[Saved entries]
--*--

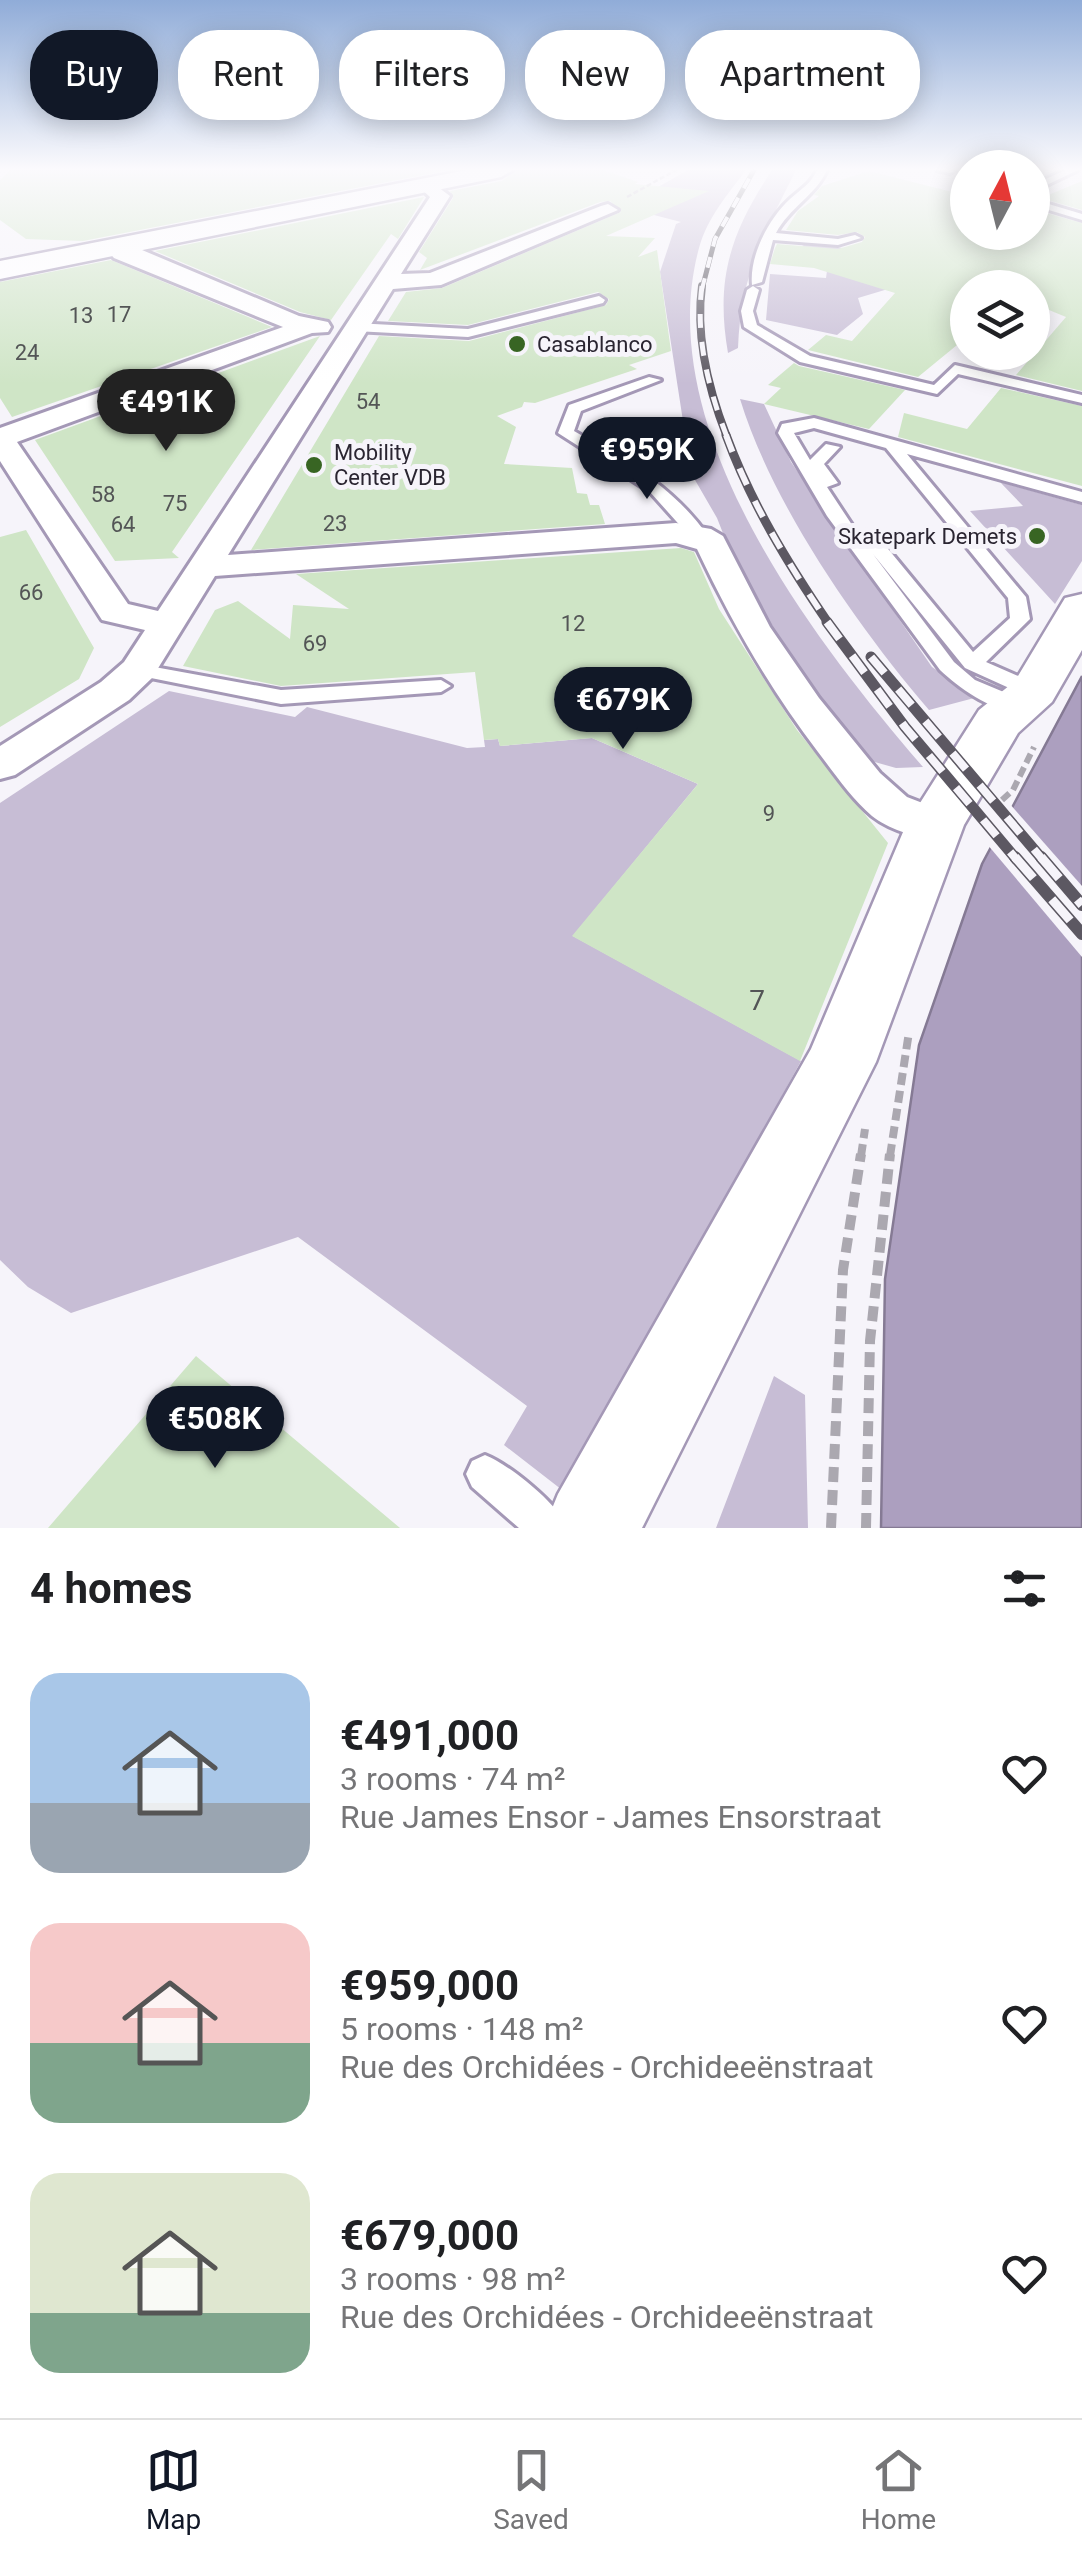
<!DOCTYPE html>
<meta charset="utf-8">
<style>
body{margin:0;font-family:Roboto,sans-serif;background:#f6f6f6;color:#202124;height:100vh;display:flex;flex-direction:column;font-size:38px;white-space:nowrap}
*{box-sizing:border-box;margin:0}
p{font-size:32px;color:#757577}
.icon{flex:none;width:55px;height:55px;fill:none;stroke:currentColor;stroke-width:2;stroke-linecap:round;stroke-linejoin:round}
.map{position:relative;height:1528px;overflow:hidden}
.side{display:flex;flex-direction:column;background:#fff;flex:1}
.side>*{flex:none}
.banner{position:absolute;left:30px;top:30px;width:1022px;height:90px;display:flex;gap:20px}
.needle{width:65px;rotate:7deg}
.controls{position:absolute;left:950px;top:150px;display:grid;gap:20px}
.controls a{display:grid;place-items:center;width:100px;height:100px;border-radius:50%;background:#fff;box-shadow:0 5px 25px #0003;font-size:50px}
.price{position:absolute;translate:-50% -85px;padding:0 22px;border-radius:35px;background:#111827;color:#fff;font-size:32px;line-height:65px;filter:drop-shadow(0 2px 5px #0008)}
.price::after{content:'';position:absolute;left:50%;top:60px;width:30px;height:22px;margin-left:-15px;background:inherit;clip-path:polygon(0 0,100% 0,50% 100%)}
.price.selected{background:#222;color:#fff}
ul{padding:0;list-style:none}
li{display:flex;align-items:center;gap:30px;height:250px;padding:0 30px}
li span{display:grid;place-items:center;flex:none;width:280px;height:200px;border-radius:30px;color:#555}
li>.icon{margin-inline-start:auto}
span .icon{width:120px;height:120px;fill:#fffc;stroke-width:1}
li b{font-size:42px}
h2{display:flex;justify-content:space-between;align-items:center;height:120px;padding:0 30px;font-size:42px}
.tag{padding:0 35px;border-radius:40px;background:#fff;box-shadow:0 5px 25px #0003;font-size:35px;line-height:90px}
.tag.selected{background:#111827;color:#fff}
.dock{display:flex;justify-content:space-around;align-items:center;height:140px;border-top:2px solid #e0e0e0;background:#fff;font-size:28px;color:#757577}
.dock a{display:grid;justify-items:center;gap:5px}
.dock .selected{color:#111827}
.map>svg:first-child{display:block}
.green{fill:#c7bdd5}
.water{fill:#ac9fbf;stroke:#857a94;stroke-width:2.5}
.pier{fill:#f6f4fa}
.building{fill:#cfe5c6}
.lines{fill:none;stroke-linecap:round;stroke-linejoin:round}
.service-casing{stroke:#a498b6;stroke-width:6}
.minor-casing{stroke:#a498b6;stroke-width:6}
.tertiary-casing{stroke:#a498b6;stroke-width:5}
.path-far3{stroke:#aba8b0;stroke-width:2.5;stroke-dasharray:5 2.5;stroke-linecap:butt}
.path-far2{stroke:#aba8b0;stroke-width:6;stroke-dasharray:10 5;stroke-linecap:butt}
.path-far1{stroke:#aba8b0;stroke-width:8;stroke-dasharray:12 6;stroke-linecap:butt}
.path{stroke:#aba8b0;stroke-width:10;stroke-dasharray:15 8;stroke-linecap:butt}
.service{fill:#fff;fill-rule:evenodd}
.minor{fill:#fff;fill-rule:evenodd}
.tertiary{fill:#fff;fill-rule:evenodd}
.rail-far4-casing{stroke:#5c5862;stroke-width:5}
.rail-far3-casing{stroke:#5c5862;stroke-width:8}
.rail-far2-casing{stroke:#5c5862;stroke-width:9}
.rail-far1-casing{stroke:#5c5862;stroke-width:11}
.rail-casing{stroke:#5c5862;stroke-width:12}
.rail-far4{stroke:#f6f4fa;stroke-width:4;stroke-dasharray:11;stroke-linecap:butt}
.rail-far3{stroke:#f6f4fa;stroke-width:5;stroke-dasharray:14;stroke-linecap:butt}
.rail-far2{stroke:#f6f4fa;stroke-width:6;stroke-dasharray:18;stroke-linecap:butt}
.rail-far1{stroke:#f6f4fa;stroke-width:8;stroke-dasharray:21;stroke-linecap:butt}
.rail{stroke:#f6f4fa;stroke-width:9;stroke-dasharray:28;stroke-linecap:butt}
.poi-dot{fill:#386523;stroke:#f6f4fa;stroke-width:4}
.labels{text-anchor:middle;dominant-baseline:central;stroke-width:10;stroke-linejoin:round;paint-order:stroke}
.number-label{font-size:22px;fill:#535556}
.far-poi-label{font-size:22px;fill:#2a2531;stroke:#f6f4fa;text-anchor:start}
.near-number-label{font-size:28px;fill:#535556}
</style>
<div class="map">
<svg width="1082" height="1528" viewBox="0 0 1082 1528">
<rect width="100%" height="100%" fill="#f6f4fa"/>
<!-- green -->
<path class="green" d="M 688,170 L 746,170 C 728,194 707,218 699,248 C 650,428 812,638 923,767 L 896,768 L 857,757 L 754,612 L 717,518 L 695,480 L 687,447 L 660,272 L 676,224 L 681,222 L 623,207 Z
M 772,170 L 796,170 C 764,234 741,273 738,348 L 728,353 C 715,278 731,232 772,170 Z
M 806,244 L 853,249 L 898,286 L 858,298 L 863,314 L 837,335 L 766,320 L 770,274 L 826,278 L 828,264 L 802,246 Z
M 740,399 L 764,404 L 791,462 L 932,667 L 978,697 L 929,710 C 857,626 772,504 740,399 Z
M 1000,482 L 1082,505 L 1082,561 L 1055,604 L 970,511 L 1023,506 Z
M 169,691 L 295,717 L 307,707 L 467,748 L 485,747 L 484,740 L 498,739 L 500,746 L 592,738 L 698,784 L 573,936 L 801,1061 L 566,1493 L 504,1445 L 527,1406 L 298,1237 L 71,1313 L 28,1287 L 0,1260 L 0,803 Z
M 774,1376 L 805,1395 L 808,1528 L 716,1528 Z"/>
<!-- water -->
<path class="water" d="M 1082,676 L 1082,1528 L 881,1528 L 885,1279 L 919,1045 L 982,864 Z"/>
<!-- pier -->
<path class="pier" d="M 1009,803 L 1082,886 L 1082,957 L 987,844 Z"/>
<!-- building -->
<path class="building" d="M 10,170 L 449,170 L 83,241 L 26,239 L 0,220 L 0,180 Z
M 516,170 L 603,170 L 638,182 L 635,184 L 709,191 L 606,236 L 655,238 L 638,257 L 657,250 L 671,351 L 629,365 L 637,369 L 535,403 L 524,402 L 522,407 L 497,416 L 516,427 L 504,464 L 572,468 L 577,493 L 587,494 L 590,505 L 599,505 L 605,524 L 251,550 L 379,336 L 469,341 L 606,305 L 609,299 L 598,292 L 468,325 L 388,321 L 406,292 L 442,288 L 621,212 L 610,201 L 600,202 L 420,270 L 427,258 L 419,252 L 453,198 L 450,191 L 502,181 Z
M 869,171 L 968,196 L 968,232 L 1032,232 L 1032,209 L 1082,223 L 1082,391 L 1016,375 L 1066,317 L 1032,303 L 1032,288 L 968,288 L 968,336 L 918,377 L 808,350 L 826,335 L 852,341 L 895,293 L 814,268 L 770,264 L 775,248 L 777,244 L 838,249 L 862,242 L 865,237 L 857,232 L 838,235 L 786,230 L 798,211 L 819,196 L 814,195 L 822,186 Z
M 1082,181 L 1082,210 L 1041,198 Z
M 424,197 L 398,239 L 391,234 L 331,320 L 300,312 L 155,251 Z
M 111,260 L 272,327 L 12,417 L 0,398 L 0,282 Z
M 320,336 L 172,552 L 179,558 L 115,561 L 35,440 Z
M 794,363 L 799,366 L 905,390 L 869,429 L 764,404 L 781,388 L 768,385 Z
M 1001,388 L 1082,406 L 1082,486 L 898,437 L 904,413 L 967,429 Z
M 26,530 L 94,648 L 79,679 L 0,727 L 0,537 Z
M 681,548 L 694,552 L 719,609 L 797,730 L 888,843 L 800,1061 L 572,936 L 698,784 L 592,738 L 500,746 L 498,739 L 484,740 L 475,672 L 281,686 L 183,666 L 215,610 L 238,601 L 290,639 L 293,605 L 349,609 L 296,574 Z
M 196,1356 L 350,1486 L 400,1528 L 48,1528 Z"/>
<g class="lines">
<!-- service casing -->
<g class="service-casing">
<path id="service" d="M 817,170 L 827,170 C 816,195 789,208 776,233 L 838,239 L 855,235 L 861,238 L 838,245 L 773,240 L 762,282 L 752,285 C 749,256 769,218 790,199 C 801,189 811,184 817,170 Z
M 937,170 L 955,170 L 950,173 Z
M 1066,170 L 1078,170 L 1032,192 L 1032,185 Z
M 1032,199 L 1082,214 L 1082,220 L 1032,205 Z
M 753,286 L 759,290 L 753,311 L 757,325 L 810,356 L 934,385 L 955,365 L 1082,395 L 1082,403 L 958,374 L 937,394 L 800,362 L 744,327 L 741,311 L 747,290 Z
M 599,296 L 605,300 L 603,303 L 468,337 L 355,331 L 348,327 L 355,323 L 468,329 Z
M 649,377 L 661,380 L 581,411 L 574,431 C 626,461 673,486 708,536 L 705,540 L 693,540 L 650,492 L 558,433 L 569,405 Z
M 814,418 L 1082,492 L 1082,502 L 907,454 L 1026,597 L 1030,619 L 986,662 L 1041,686 L 1044,691 L 1041,696 L 1027,696 L 965,668 L 873,554 L 954,662 L 975,680 L 1025,701 L 1028,706 L 1025,711 C 997,716 959,688 940,670 L 827,516 L 778,433 L 782,424 ZM 814,428 L 886,448 L 1008,598 L 1010,618 L 973,652 L 875,533 L 869,532 L 860,537 L 827,487 L 838,483 L 824,464 L 840,447 L 826,444 L 810,460 L 794,433 Z
M 138,664 L 281,690 L 441,680 L 451,686 L 441,692 L 281,704 L 131,674 L 128,670 Z
M 485,1455 C 510,1465 558,1504 568,1528 L 519,1528 L 472,1487 L 466,1474 L 472,1461 Z"/>
</g>
<!-- minor casing -->
<g class="minor-casing">
<path id="minor" d="M 427,179 L 450,196 L 401,274 L 430,273 L 601,206 L 608,204 L 618,210 L 441,285 L 393,289 L 228,555 L 676,523 L 711,529 L 723,536 L 770,627 L 819,698 L 880,773 L 907,797 L 951,814 L 957,825 L 951,836 C 928,843 891,831 872,816 C 851,798 835,774 818,752 C 769,688 731,621 697,549 L 676,543 L 215,576 L 152,678 L 129,700 L 15,775 L 0,779 L 0,746 L 101,682 L 124,662 L 145,630 L 102,620 L 0,461 L 0,428 L 283,327 L 114,258 L 104,247 L 107,242 L 123,242 L 299,316 L 328,322 L 331,327 L 328,332 L 312,333 L 17,442 L 128,604 L 158,611 L 430,197 L 417,185 Z"/>
</g>
<!-- tertiary casing -->
<g class="tertiary-casing">
<path id="tertiary" d="M 467,170 L 513,170 L 501,177 L 0,279 L 0,261 Z
M 1082,594 L 1082,650 L 1052,702 L 1018,733 L 964,825 L 876,1062 L 642,1528 L 544,1528 L 558,1494 L 811,1049 L 906,825 L 979,710 L 1015,681 L 1065,598 Z"/>
</g>
<!-- path-far3 -->
<path class="path-far3" d="M 627,197 L 676,170"/>
<!-- path-far2 -->
<path class="path-far2" d="M 1002,800 L 1013,790 L 1034,747"/>
<!-- path-far1 -->
<path class="path-far1" d="M 861,1156 L 865,1129
M 890,1156 L 909,1032"/>
<!-- path -->
<path class="path" d="M 831,1528 L 843,1270 L 861,1154
M 866,1528 L 870,1341 L 890,1154"/>
<!-- service -->
<use href="#service" class="service"/>
<!-- minor -->
<use href="#minor" class="minor"/>
<!-- tertiary -->
<use href="#tertiary" class="tertiary"/>
<!-- rail-far4 casing -->
<g class="rail-far4-casing">
<path id="rail-far4" d="M 702,289 L 715,239 L 754,170"/>
</g>
<!-- rail-far3 casing -->
<g class="rail-far3-casing">
<path id="rail-far3" d="M 702,286 C 695,337 709,391 727,437"/>
</g>
<!-- rail-far2 casing -->
<g class="rail-far2-casing">
<path id="rail-far2" d="M 726,435 C 751,503 788,564 829,624"/>
</g>
<!-- rail-far1 casing -->
<g class="rail-far1-casing">
<path id="rail-far1" d="M 827,622 L 905,727 L 1017,860
M 871,657 L 1043,860"/>
</g>
<!-- rail casing -->
<g class="rail-casing">
<path id="rail" d="M 1015,857 L 1082,934
M 1041,857 L 1082,905"/>
</g>
<!-- rail-far4 -->
<use href="#rail-far4" class="rail-far4"/>
<!-- rail-far3 -->
<use href="#rail-far3" class="rail-far3"/>
<!-- rail-far2 -->
<use href="#rail-far2" class="rail-far2"/>
<!-- rail-far1 -->
<use href="#rail-far1" class="rail-far1"/>
<!-- rail -->
<use href="#rail" class="rail"/>
</g>
<!-- sky -->
<linearGradient id="sky" x2="0" y2="1"><stop stop-color="#90acd8"/><stop offset="0.44" stop-color="#fbfafd"/><stop offset="1" stop-color="#fbfafd" stop-opacity="0"/></linearGradient>
<rect width="1082" height="384" fill="url(#sky)"/>
<!-- markers -->
<g class="poi-dot">
<circle cx="517" cy="344" r="10"/>
<circle cx="314" cy="465" r="10"/>
<circle cx="1037" cy="536" r="10"/>
</g>
<g class="labels">
<!-- number labels -->
<g class="number-label">
<text x="119" y="314">17</text>
<text x="81" y="315">13</text>
<text x="27" y="352">24</text>
<text x="368" y="401">54</text>
<text x="103" y="494">58</text>
<text x="175" y="503">75</text>
<text x="335" y="523">23</text>
<text x="123" y="524">64</text>
<text x="31" y="592">66</text>
<text x="573" y="623">12</text>
<text x="315" y="643">69</text>
<text x="769" y="813">9</text>
</g>
<!-- far-poi labels -->
<g class="far-poi-label">
<text x="537" y="344">Casablanco</text>
<text x="334" y="452">Mobility<tspan x="334" dy="25">Center VDB</tspan></text>
<text x="1017" y="536" text-anchor="end">Skatepark Demets</text>
</g>
<!-- near-number labels -->
<g class="near-number-label">
<text x="757" y="1000">7</text>
</g>
</g>
</svg>
<div class="controls">
<a><svg class="needle" viewBox="-14 -14 28 28"><path d="M0-13l5 13h-10z" fill="#e53935"/><path d="M0 13l5-13h-10z" fill="#757577"/></svg></a>
<a><svg class="icon" aria-label="layers" viewBox="0 0 24 24"><path d="M12 4l9 5-9 5-9-5zM3 14l9 5 9-5"/></svg></a>
</div>
<b class="price selected" style="left:166px;top:454px">€491K</b>
<b class="price" style="left:647px;top:502px">€959K</b>
<b class="price" style="left:623px;top:752px">€679K</b>
<b class="price" style="left:215px;top:1471px">€508K</b>
<div class="banner">
<a class="tag selected">Buy</a>
<a class="tag">Rent</a>
<a class="tag">Filters</a>
<a class="tag">New</a>
<a class="tag">Apartment</a>
</div>
</div>
<section class="side">
<h2>4 homes<svg class="icon" aria-label="filters" viewBox="0 0 24 24"><path d="M4 7h16M4 17h16"/><circle cx="9" cy="7" r="2"/><circle cx="15" cy="17" r="2"/></svg></h2>
<ul>
<li><span style="background:linear-gradient(#a9c7e8 65%,#9aa5b1 0)"><svg class="icon" aria-label="home" viewBox="0 0 24 24"><path d="M3 11l9-7 9 7M6 9v11h12V9"/></svg></span><div><b>€491,000</b><p>3 rooms · 74 m²</p><p>Rue James Ensor - James Ensorstraat</p></div><svg class="icon" aria-label="heart" viewBox="0 0 24 24"><path d="M12 20l-8-8c-3-5 5-10 8-4 3-6 11-1 8 4z"/></svg></li>
<li><span style="background:linear-gradient(#f6c9c9 60%,#7fa58c 0)"><svg class="icon" aria-label="home" viewBox="0 0 24 24"><path d="M3 11l9-7 9 7M6 9v11h12V9"/></svg></span><div><b>€959,000</b><p>5 rooms · 148 m²</p><p>Rue des Orchidées - Orchideeënstraat</p></div><svg class="icon" aria-label="heart" viewBox="0 0 24 24"><path d="M12 20l-8-8c-3-5 5-10 8-4 3-6 11-1 8 4z"/></svg></li>
<li><span style="background:linear-gradient(#dfe7d0 70%,#7fa58c 0)"><svg class="icon" aria-label="home" viewBox="0 0 24 24"><path d="M3 11l9-7 9 7M6 9v11h12V9"/></svg></span><div><b>€679,000</b><p>3 rooms · 98 m²</p><p>Rue des Orchidées - Orchideeënstraat</p></div><svg class="icon" aria-label="heart" viewBox="0 0 24 24"><path d="M12 20l-8-8c-3-5 5-10 8-4 3-6 11-1 8 4z"/></svg></li>
</ul>
</section>
<nav class="dock">
<a class="selected"><svg class="icon" aria-label="map" viewBox="0 0 24 24"><path d="M3 6l6-2 6 2 6-2v14l-6 2-6-2-6 2zM9 4v14M15 6v14"/></svg>Map</a>
<a><svg class="icon" aria-label="saved" viewBox="0 0 24 24"><path d="M7 4h10v16l-5-4-5 4z"/></svg>Saved</a>
<a><svg class="icon" aria-label="home" viewBox="0 0 24 24"><path d="M3 11l9-7 9 7M6 9v11h12V9"/></svg>Home</a>
</nav>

--*--

YOUR INSTRUCTIONS:
Show every line above where "side" is found.

RESPONSE AREA:
.side{display:flex;flex-direction:column;background:#fff;flex:1}
.side>*{flex:none}
<section class="side">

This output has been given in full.